Elsevier

Ophthalmology

Volume 124, Issue 12, December 2017, Pages 1753-1763
Ophthalmology

Original article
Prevalence of Age-Related Macular Degeneration in Europe: The Past and the Future

https://doi.org/10.1016/j.ophtha.2017.05.035Get rights and content
Under a Creative Commons license
open access

Purpose

Age-related macular degeneration (AMD) is a frequent, complex disorder in elderly of European ancestry. Risk profiles and treatment options have changed considerably over the years, which may have affected disease prevalence and outcome. We determined the prevalence of early and late AMD in Europe from 1990 to 2013 using the European Eye Epidemiology (E3) consortium, and made projections for the future.

Design

Meta-analysis of prevalence data.

Participants

A total of 42 080 individuals 40 years of age and older participating in 14 population-based cohorts from 10 countries in Europe.

Methods

AMD was diagnosed based on fundus photographs using the Rotterdam Classification. Prevalence of early and late AMD was calculated using random-effects meta-analysis stratified for age, birth cohort, gender, geographic region, and time period of the study. Best-corrected visual acuity (BCVA) was compared between late AMD subtypes; geographic atrophy (GA) and choroidal neovascularization (CNV).

Main Outcome Measures

Prevalence of early and late AMD, BCVA, and number of AMD cases.

Results

Prevalence of early AMD increased from 3.5% (95% confidence interval [CI] 2.1%–5.0%) in those aged 55–59 years to 17.6% (95% CI 13.6%–21.5%) in those aged ≥85 years; for late AMD these figures were 0.1% (95% CI 0.04%–0.3%) and 9.8% (95% CI 6.3%–13.3%), respectively. We observed a decreasing prevalence of late AMD after 2006, which became most prominent after age 70. Prevalences were similar for gender across all age groups except for late AMD in the oldest age category, and a trend was found showing a higher prevalence of CNV in Northern Europe.
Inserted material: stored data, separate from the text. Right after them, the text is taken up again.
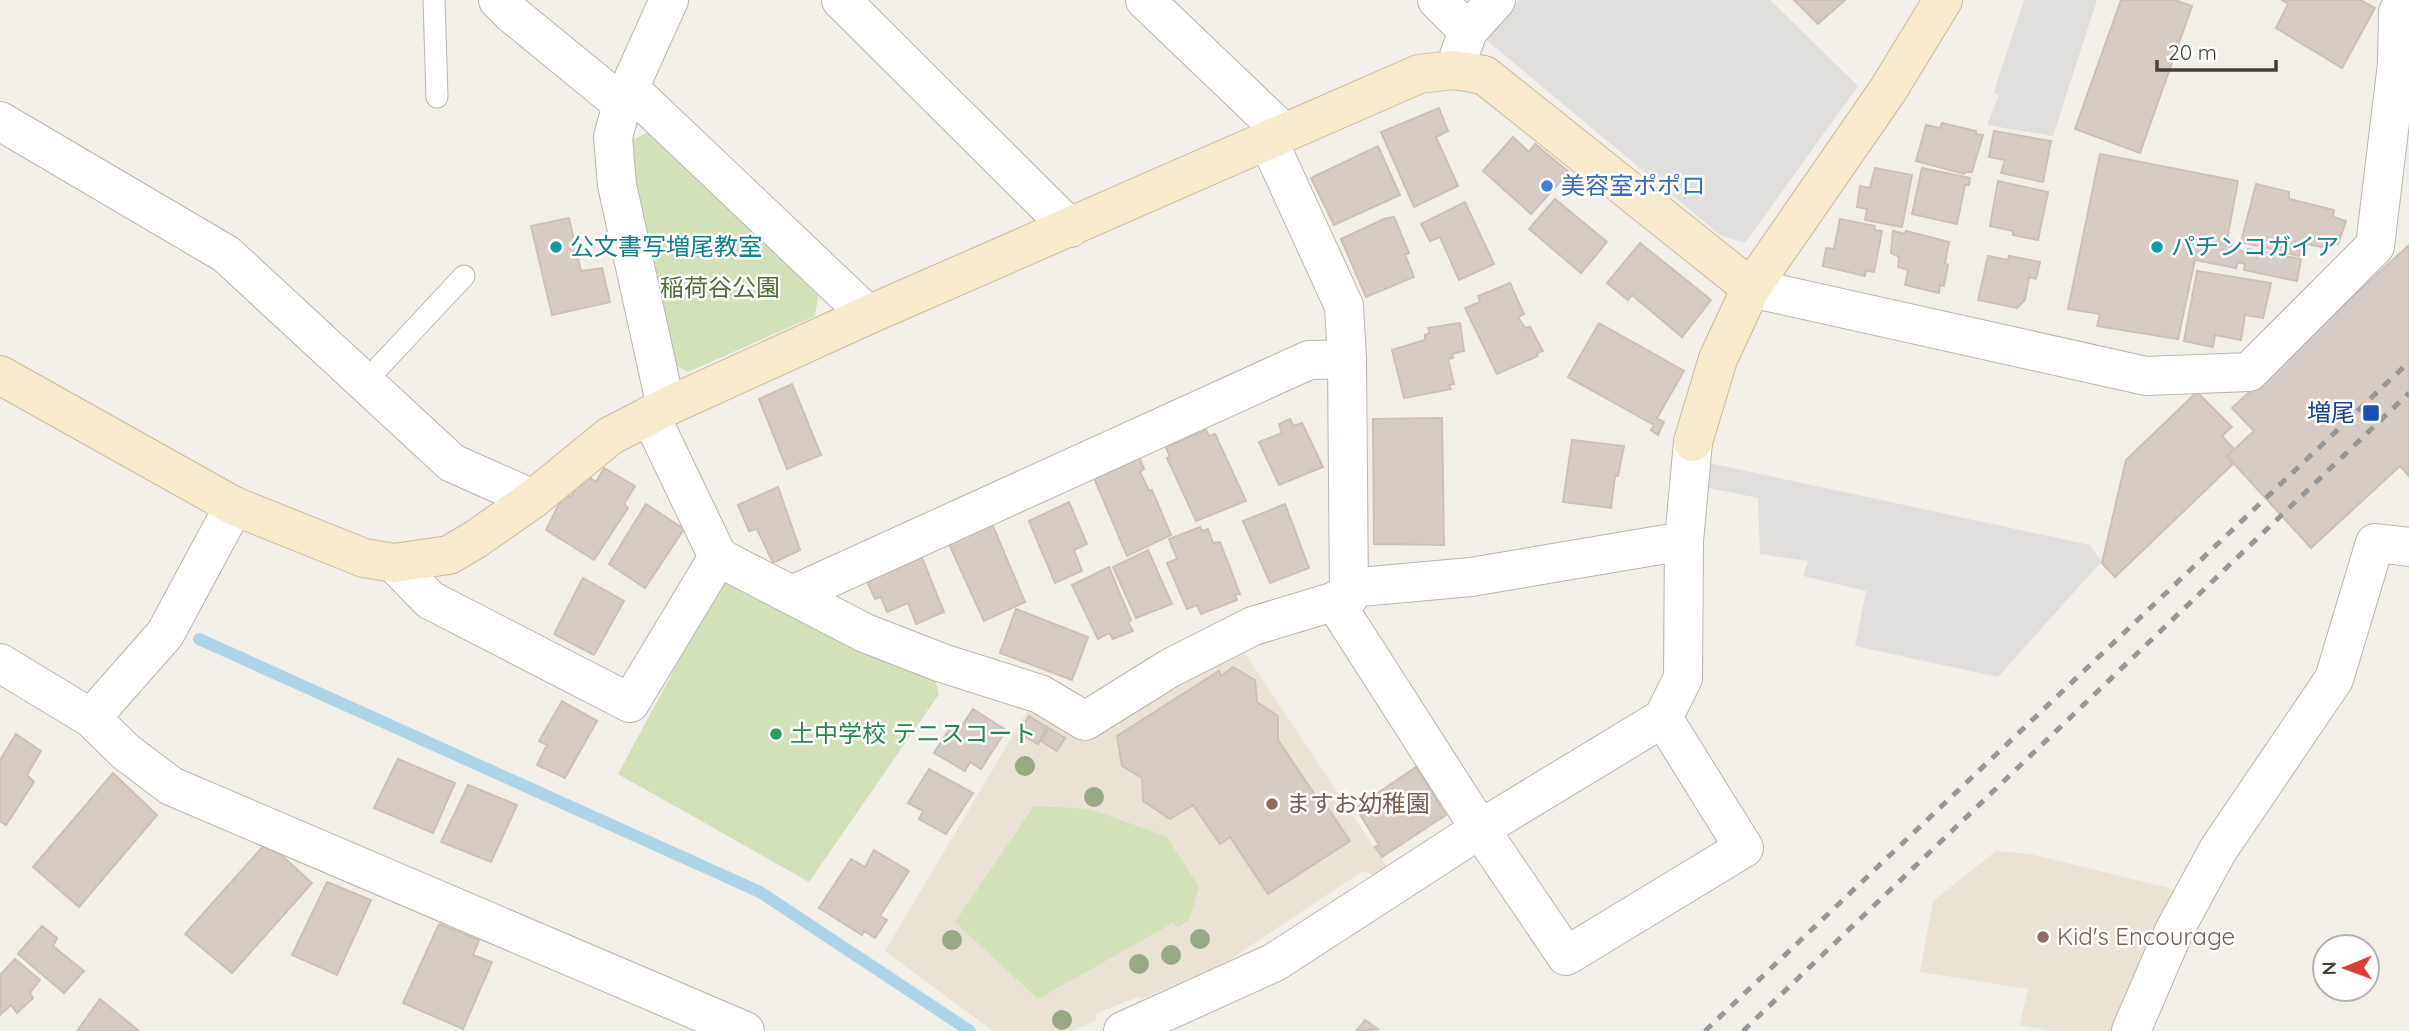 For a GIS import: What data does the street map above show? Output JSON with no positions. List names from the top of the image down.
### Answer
{
  "parks": ["稲荷谷公園"],
  "places": {
    "other": [
      "美容室ポポロ",
      "公文書写増尾教室",
      "パチンコガイア",
      "土中学校 テニスコート",
      "ますお幼稚園",
      "Kid's Encourage"
    ],
    "transit": ["増尾"]
  },
  "scale_bar": "20 m",
  "north": "left"
}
After 2006, fewer eyes and fewer ≥80-year-old subjects with CNV were visually impaired (P = 0.016). Projections of AMD showed an almost doubling of affected persons despite a decreasing prevalence. By 2040, the number of individuals in Europe with early AMD will range between 14.9 and 21.5 million, and for late AMD between 3.9 and 4.8 million.

Conclusion

We observed a decreasing prevalence of AMD and an improvement in visual acuity in CNV occuring over the past 2 decades in Europe. Healthier lifestyles and implementation of anti–vascular endothelial growth factor treatment are the most likely explanations. Nevertheless, the numbers of affected subjects will increase considerably in the next 2 decades. AMD continues to remain a significant public health problem among Europeans.

Abbreviations and Acronyms

AMD
age-related macular degeneration
CI
confidence interval
CNV
choroidal neovascularization
E3
European Eye Epidemiology (consortium)
EPIC
European Prospective Investigation into Cancer and Nutrition
EUREYE
European Eye Study
GA
geographic atrophy
RS
Rotterdam Study
UK
United Kingdom
VEGF
vascular endothelial growth factor

Cited by (0)

Supplemental material available at www.aaojournal.org.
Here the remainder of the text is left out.